[Stored items]:
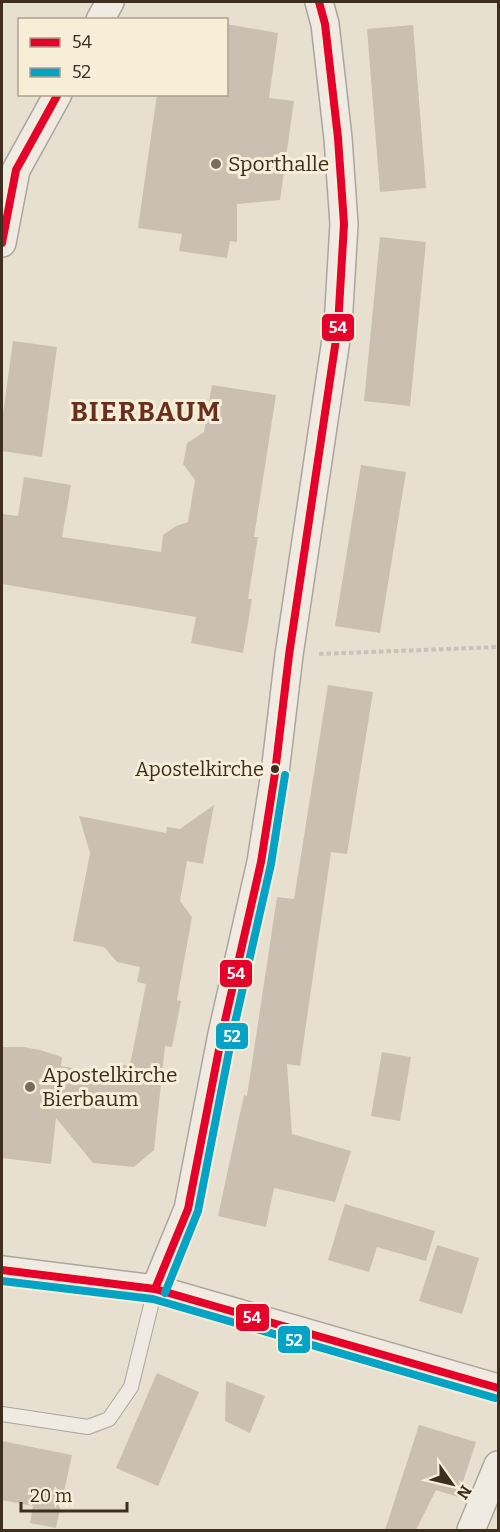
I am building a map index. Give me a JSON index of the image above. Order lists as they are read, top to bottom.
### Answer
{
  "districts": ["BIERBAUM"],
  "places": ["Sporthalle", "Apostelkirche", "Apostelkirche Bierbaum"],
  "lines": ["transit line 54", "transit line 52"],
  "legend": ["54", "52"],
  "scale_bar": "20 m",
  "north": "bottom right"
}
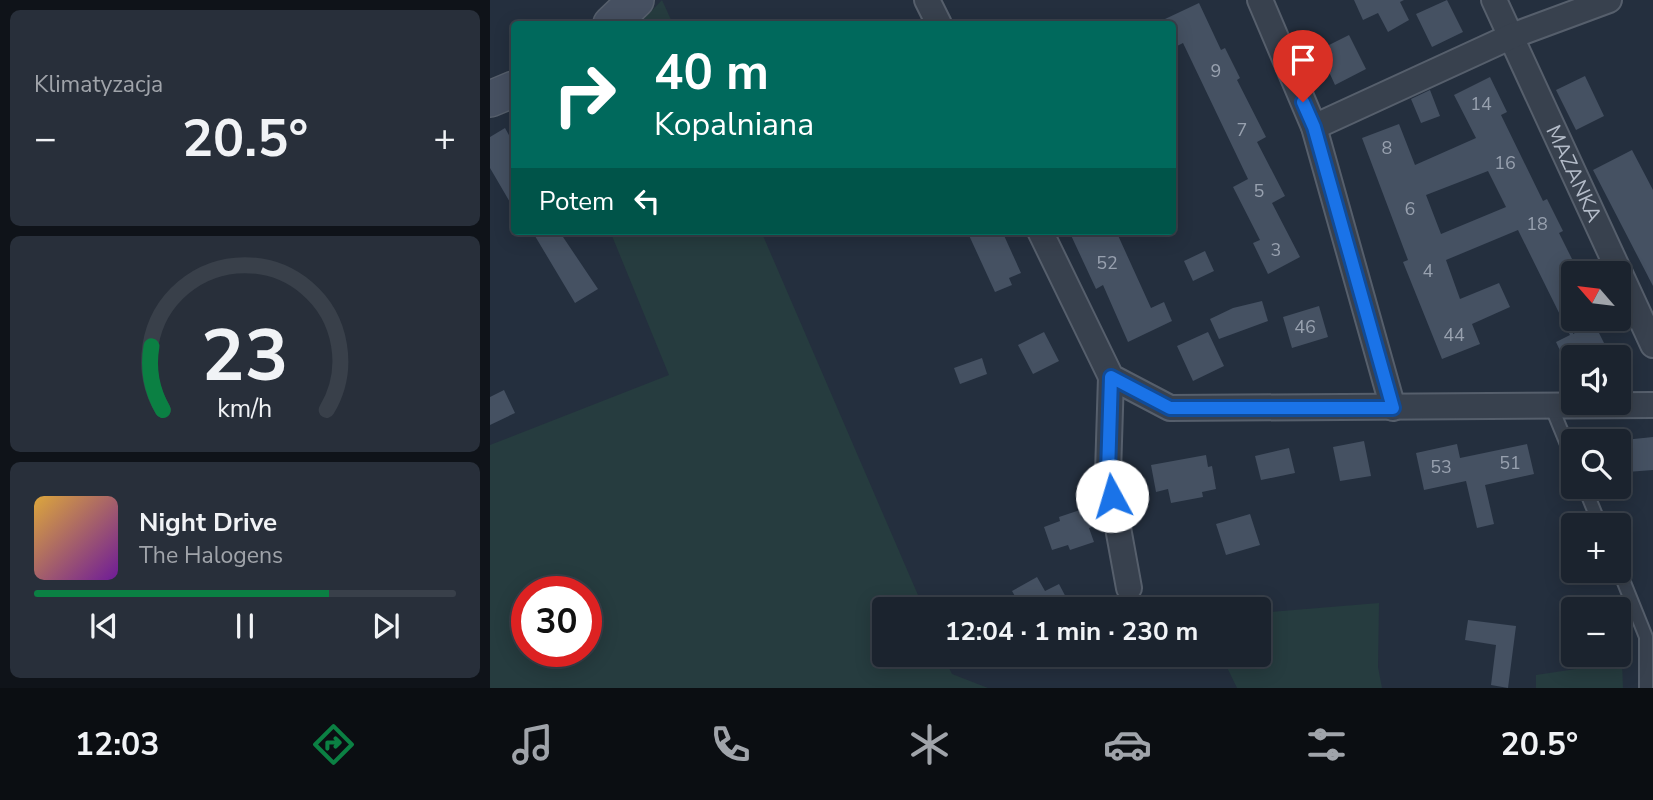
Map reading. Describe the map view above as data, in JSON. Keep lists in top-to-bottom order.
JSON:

[AIM OF THE EXERCISE]: With the pictures removed, return the data above word for word.

[WRITTEN SOLUTION]:
I am building a map index. Give me a JSON index of the image above. Order lists as they are read, top to bottom.
### Answer
{
  "districts": ["BIERBAUM"],
  "places": ["Sporthalle", "Apostelkirche", "Apostelkirche Bierbaum"],
  "lines": ["transit line 54", "transit line 52"],
  "legend": ["54", "52"],
  "scale_bar": "20 m",
  "north": "bottom right"
}
Map reading. Describe the map view above as data, in JSON. Keep lists in top-to-bottom order.
JSON:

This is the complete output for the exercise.